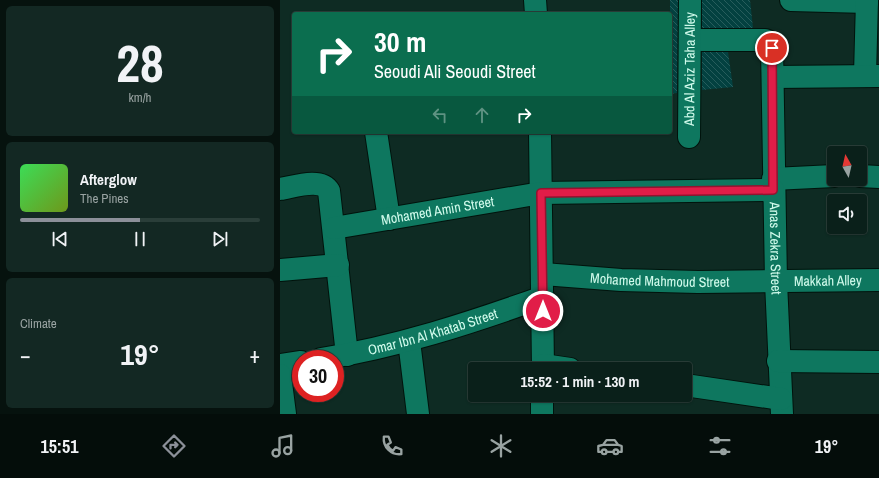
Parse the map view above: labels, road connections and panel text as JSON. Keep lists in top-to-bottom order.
{
  "streets": {
    "street": [
      "Abd Al Aziz Taha Alley",
      "Mohamed Amin Street",
      "Anas Zekra Street",
      "Mohamed Mahmoud Street",
      "Makkah Alley",
      "Omar Ibn Al Khatab Street"
    ]
  },
  "crossings": [
    ["Abd Al Aziz Taha Alley", "Anas Zekra Street"],
    ["Mohamed Amin Street", "Anas Zekra Street"],
    ["Anas Zekra Street", "Mohamed Mahmoud Street"],
    ["Anas Zekra Street", "Makkah Alley"],
    ["Mohamed Mahmoud Street", "Makkah Alley"]
  ],
  "north": "top",
  "page": {
    "tile": [
      ["28", "km/h"],
      "Climate"
    ],
    "turn": ["30 m", "Seoudi Ali Seoudi Street"],
    "song": ["Afterglow", "The Pines"],
    "heat": ["−", "19°", "+"],
    "limit": "30",
    "trip": "15:52 · 1 min · 130 m",
    "tabs": ["15:51", "19°"]
  }
}
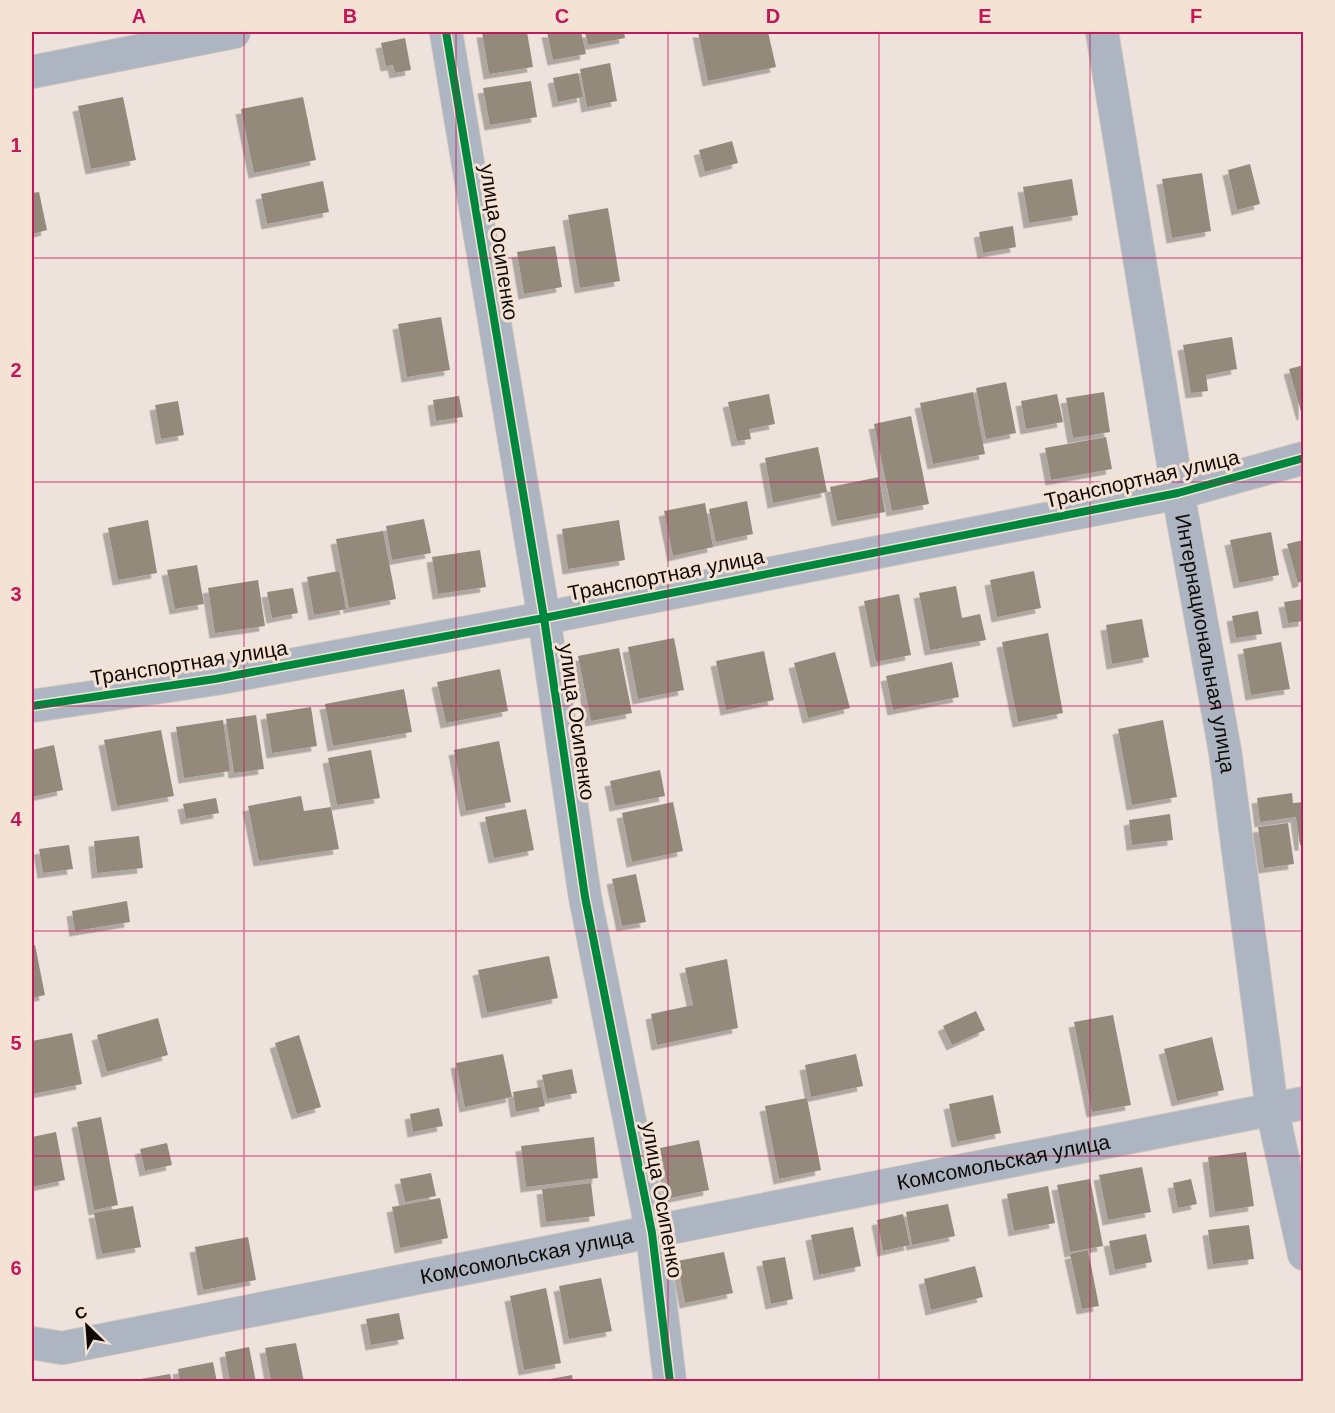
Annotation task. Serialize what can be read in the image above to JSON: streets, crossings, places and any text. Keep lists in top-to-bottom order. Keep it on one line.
{"streets":{"street":["улица Осипенко","Транспортная улица","Интернациональная улица","Комсомольская улица"]},"crossings":[["улица Осипенко","Транспортная улица"],["улица Осипенко","Комсомольская улица"],["Транспортная улица","Интернациональная улица"],["Интернациональная улица","Комсомольская улица"]],"north":"top left","grid":{"columns":["A","B","C","D","E","F"],"rows":["1","2","3","4","5","6"]}}
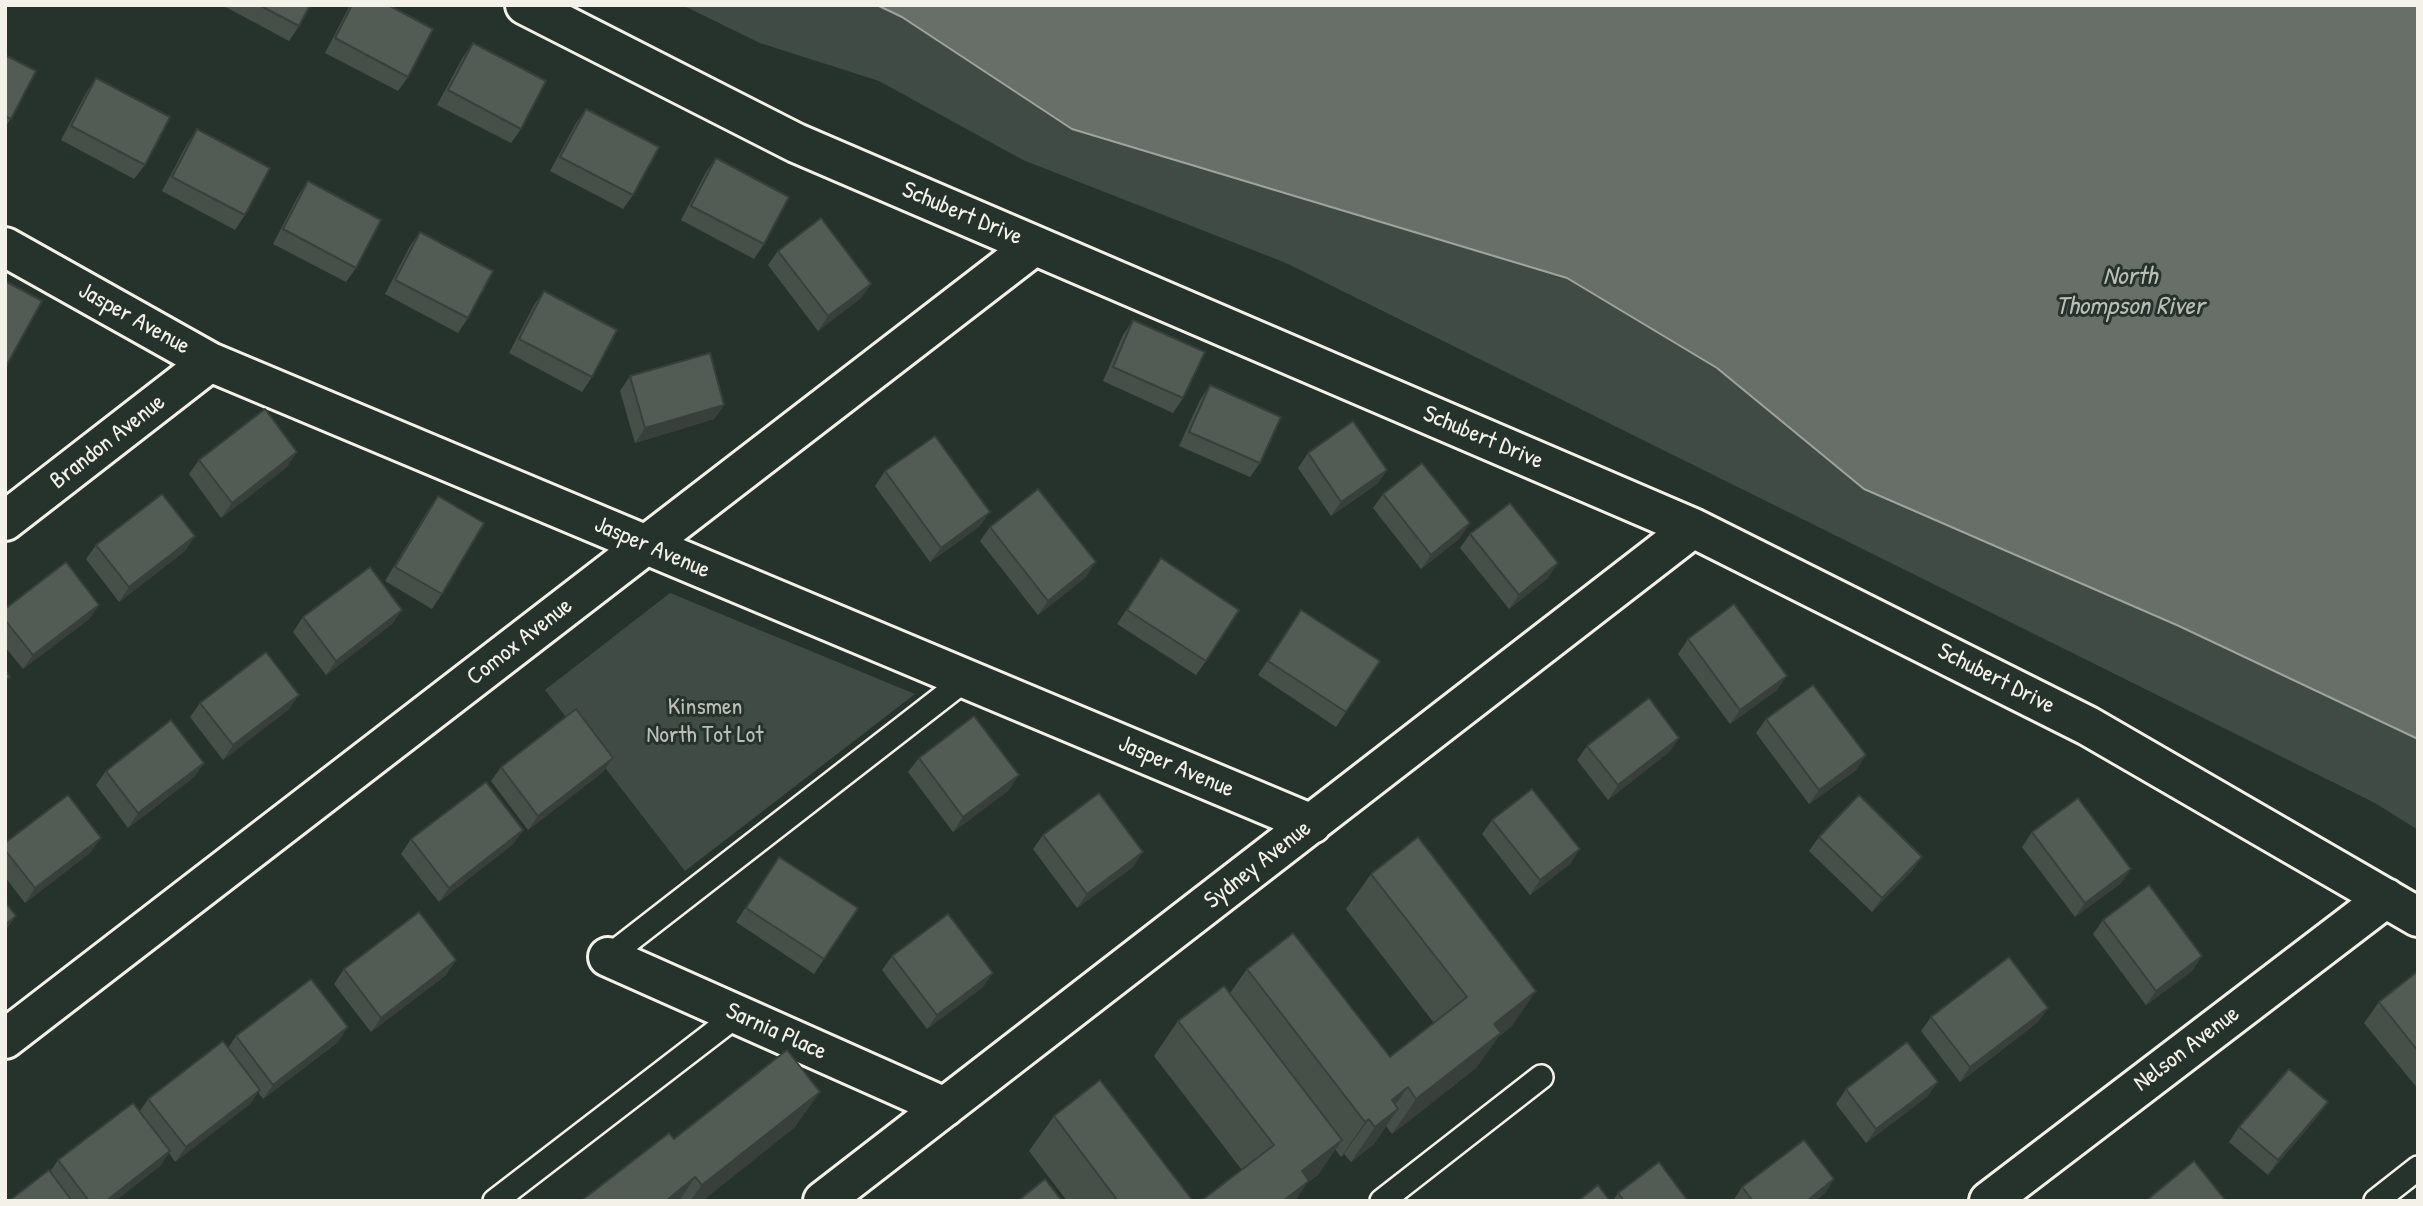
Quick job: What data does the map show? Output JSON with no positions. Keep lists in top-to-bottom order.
{
  "streets": {
    "street": [
      "Schubert Drive",
      "Jasper Avenue",
      "Brandon Avenue",
      "Comox Avenue",
      "Sydney Avenue",
      "Sarnia Place",
      "Nelson Avenue"
    ]
  },
  "crossings": [
    ["Schubert Drive", "Comox Avenue"],
    ["Schubert Drive", "Sydney Avenue"],
    ["Schubert Drive", "Nelson Avenue"],
    ["Jasper Avenue", "Brandon Avenue"],
    ["Jasper Avenue", "Comox Avenue"],
    ["Jasper Avenue", "Sydney Avenue"],
    ["Sydney Avenue", "Sarnia Place"]
  ],
  "water": ["North Thompson River"],
  "parks": ["Kinsmen North Tot Lot"]
}
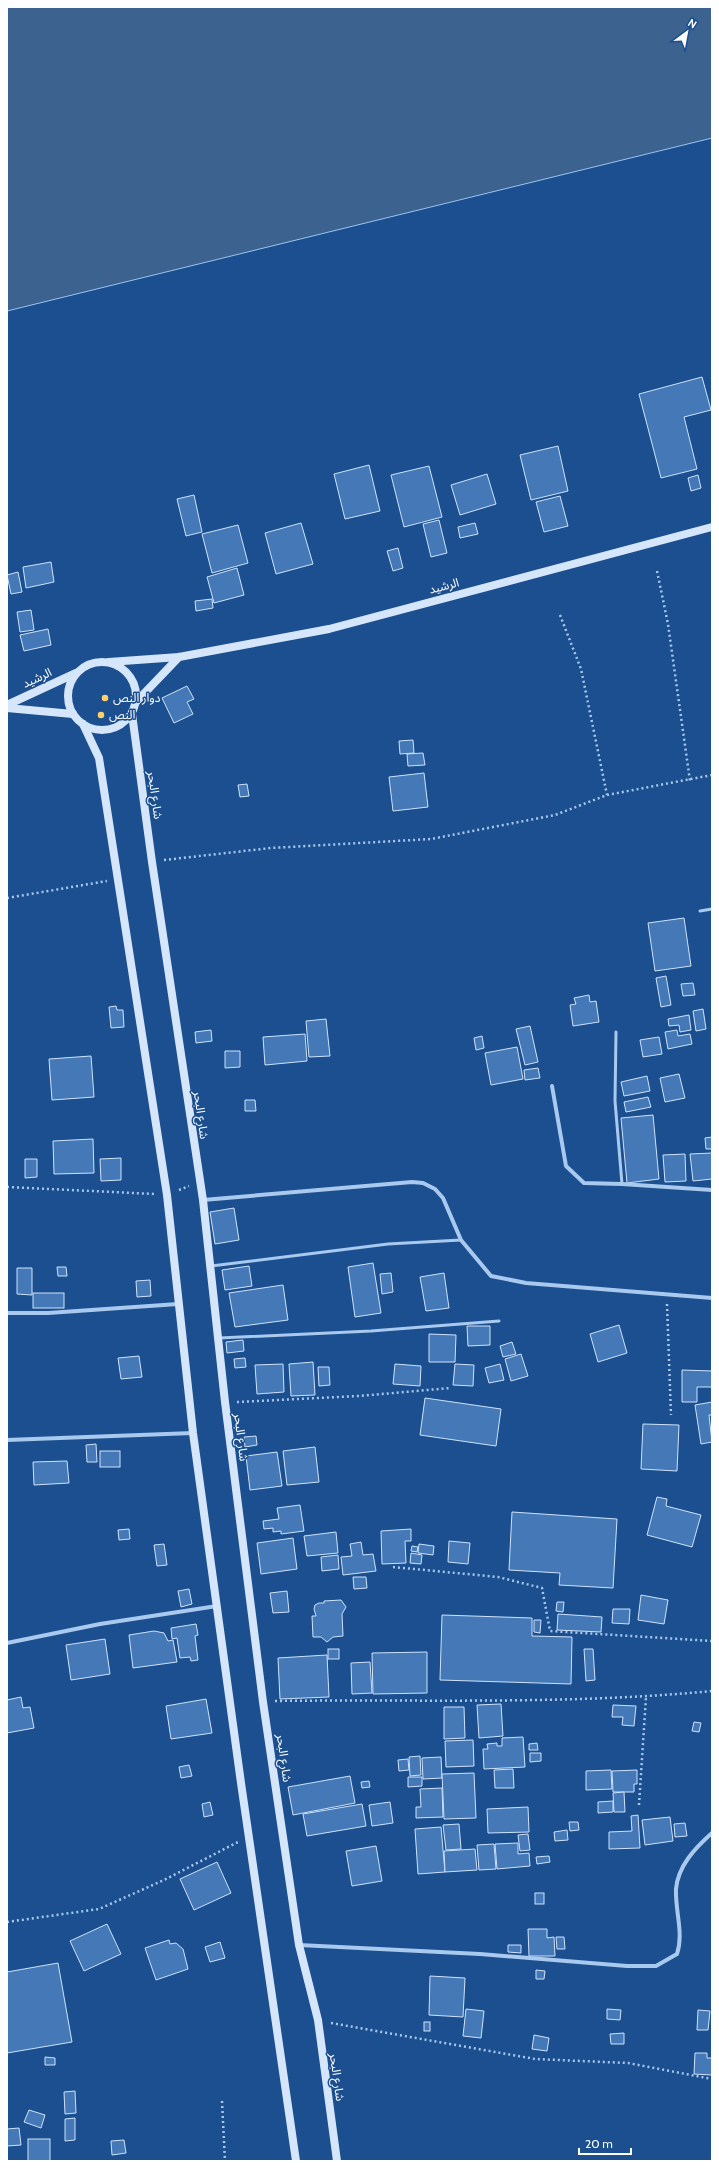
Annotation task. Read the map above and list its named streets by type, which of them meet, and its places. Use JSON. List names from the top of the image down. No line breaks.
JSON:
{"streets":{"main road":["الرشيد","شارع البحر"]},"crossings":[["الرشيد","شارع البحر"]],"places":["دوار النص","النص"],"scale_bar":"20 m","north":"top right"}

—————

## What needs to be done
All of the data should come back exactly as written, but without pictures.

## Solved problem
Parse the map view above: labels, road connections and panel text as JSON. Keep lists in top-to-bottom order.
{
  "streets": {
    "street": [
      "Abd Al Aziz Taha Alley",
      "Mohamed Amin Street",
      "Anas Zekra Street",
      "Mohamed Mahmoud Street",
      "Makkah Alley",
      "Omar Ibn Al Khatab Street"
    ]
  },
  "crossings": [
    ["Abd Al Aziz Taha Alley", "Anas Zekra Street"],
    ["Mohamed Amin Street", "Anas Zekra Street"],
    ["Anas Zekra Street", "Mohamed Mahmoud Street"],
    ["Anas Zekra Street", "Makkah Alley"],
    ["Mohamed Mahmoud Street", "Makkah Alley"]
  ],
  "north": "top",
  "page": {
    "tile": [
      ["28", "km/h"],
      "Climate"
    ],
    "turn": ["30 m", "Seoudi Ali Seoudi Street"],
    "song": ["Afterglow", "The Pines"],
    "heat": ["−", "19°", "+"],
    "limit": "30",
    "trip": "15:52 · 1 min · 130 m",
    "tabs": ["15:51", "19°"]
  }
}
Annotation task. Serialize what can be read in the image above to JSON: streets, crossings, places and any text. Keep lists in top-to-bottom order. Keep it on one line.
{"streets":{"street":["улица Осипенко","Транспортная улица","Интернациональная улица","Комсомольская улица"]},"crossings":[["улица Осипенко","Транспортная улица"],["улица Осипенко","Комсомольская улица"],["Транспортная улица","Интернациональная улица"],["Интернациональная улица","Комсомольская улица"]],"north":"top left","grid":{"columns":["A","B","C","D","E","F"],"rows":["1","2","3","4","5","6"]}}
Quick job: What data does the map show? Output JSON with no positions. Keep lists in top-to-bottom order.
{
  "streets": {
    "street": [
      "Schubert Drive",
      "Jasper Avenue",
      "Brandon Avenue",
      "Comox Avenue",
      "Sydney Avenue",
      "Sarnia Place",
      "Nelson Avenue"
    ]
  },
  "crossings": [
    ["Schubert Drive", "Comox Avenue"],
    ["Schubert Drive", "Sydney Avenue"],
    ["Schubert Drive", "Nelson Avenue"],
    ["Jasper Avenue", "Brandon Avenue"],
    ["Jasper Avenue", "Comox Avenue"],
    ["Jasper Avenue", "Sydney Avenue"],
    ["Sydney Avenue", "Sarnia Place"]
  ],
  "water": ["North Thompson River"],
  "parks": ["Kinsmen North Tot Lot"]
}
Annotation task. Read the map above and list its named streets by type, which of them meet, and its places. Use JSON. List names from the top of the image down. No line breaks.
JSON:
{"streets":{"main road":["الرشيد","شارع البحر"]},"crossings":[["الرشيد","شارع البحر"]],"places":["دوار النص","النص"],"scale_bar":"20 m","north":"top right"}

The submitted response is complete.